ISS : à court d’air ?

Les cosmonautes envisagent de sceller la zone touchée, mais craignent que cela n’affecte les opérations générales de la station orbitale. L’agence spatiale russe a déclaré qu’elle peut envoyer plus d’oxygène à l’ISS si nécessaire.

Station spatiale internationale
L’ISS pourrait-il manquer d’air ?

Que s’est-il passé ?

La station spatiale internationale continue de perdre de l’oxygène, mais la situation est sous contrôle, a déclaré samedi l’agence spatiale russe Roskosmos, ajoutant que l’agence était prête à envoyer une réserve supplémentaire d’oxygène si le problème s’aggravait.

La fuite affecte la partie russe de l’ISS, la faille se situant apparemment dans une zone d’accès au module Zvezda. L’endroit exact n’est pas encore clair, ont rapporté les médias russes.

“Nous avons cette fuite depuis un certain temps, le taux est très faible, rien ne s’est passé. Une des fuites a été trouvée et réduite, mais elle est toujours là”, a déclaré le directeur du programme Roscosmos, Sergei Krikalev, à l’agence de presse russe Interfax.
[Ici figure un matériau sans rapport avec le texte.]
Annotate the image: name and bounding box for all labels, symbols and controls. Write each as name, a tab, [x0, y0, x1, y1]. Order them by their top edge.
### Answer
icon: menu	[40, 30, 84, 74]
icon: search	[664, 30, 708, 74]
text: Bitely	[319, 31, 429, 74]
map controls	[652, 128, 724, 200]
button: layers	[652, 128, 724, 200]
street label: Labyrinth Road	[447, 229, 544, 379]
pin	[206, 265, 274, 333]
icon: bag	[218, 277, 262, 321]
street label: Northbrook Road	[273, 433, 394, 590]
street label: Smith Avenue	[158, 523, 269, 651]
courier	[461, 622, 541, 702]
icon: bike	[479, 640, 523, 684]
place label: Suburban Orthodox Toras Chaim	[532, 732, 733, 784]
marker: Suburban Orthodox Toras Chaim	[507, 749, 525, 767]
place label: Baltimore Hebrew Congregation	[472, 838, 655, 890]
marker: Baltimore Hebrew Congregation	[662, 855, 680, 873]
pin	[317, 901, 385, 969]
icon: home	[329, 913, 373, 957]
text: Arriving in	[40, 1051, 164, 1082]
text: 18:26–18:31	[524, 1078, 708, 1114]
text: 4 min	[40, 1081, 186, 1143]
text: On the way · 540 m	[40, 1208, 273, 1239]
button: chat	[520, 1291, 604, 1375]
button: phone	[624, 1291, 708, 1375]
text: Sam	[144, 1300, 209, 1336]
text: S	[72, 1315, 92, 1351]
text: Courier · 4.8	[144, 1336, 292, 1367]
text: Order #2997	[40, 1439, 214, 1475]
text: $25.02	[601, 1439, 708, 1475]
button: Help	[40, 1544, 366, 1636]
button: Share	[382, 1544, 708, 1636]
La pression pour trouver la source de la fuite augmente à mesure que les réserves d’oxygène et la pression de l’air continuent à diminuer.

Cause des dommages inconnue

Une fissure de 4,5 centimètres a été découverte et scellée en octobre à l’aide d’un sachet de thé flottant.

Les astronautes, ne sachant pas ce qui a causé les dommages, ont alors découvert qu’il y avait une autre fuite à un autre endroit dans la même section du vaisseau spatial vieux de 20 ans. Cependant, lors d’une sortie dans l’espace en novembre, ils n’ont pas pu trouver la faille.

Les astronautes envisagent la possibilité de sceller la section affectée et d’utiliser les réserves d’oxygène, mais disent que cela affecterait l’ensemble des opérations de l’ISS.

Tout est sous contrôle

Roscosmos a déclaré qu’il n’y avait aucun danger pour les sept personnes à bord de l’ISS, qui comprend quatre Américains, deux Russes et un astronaute japonais.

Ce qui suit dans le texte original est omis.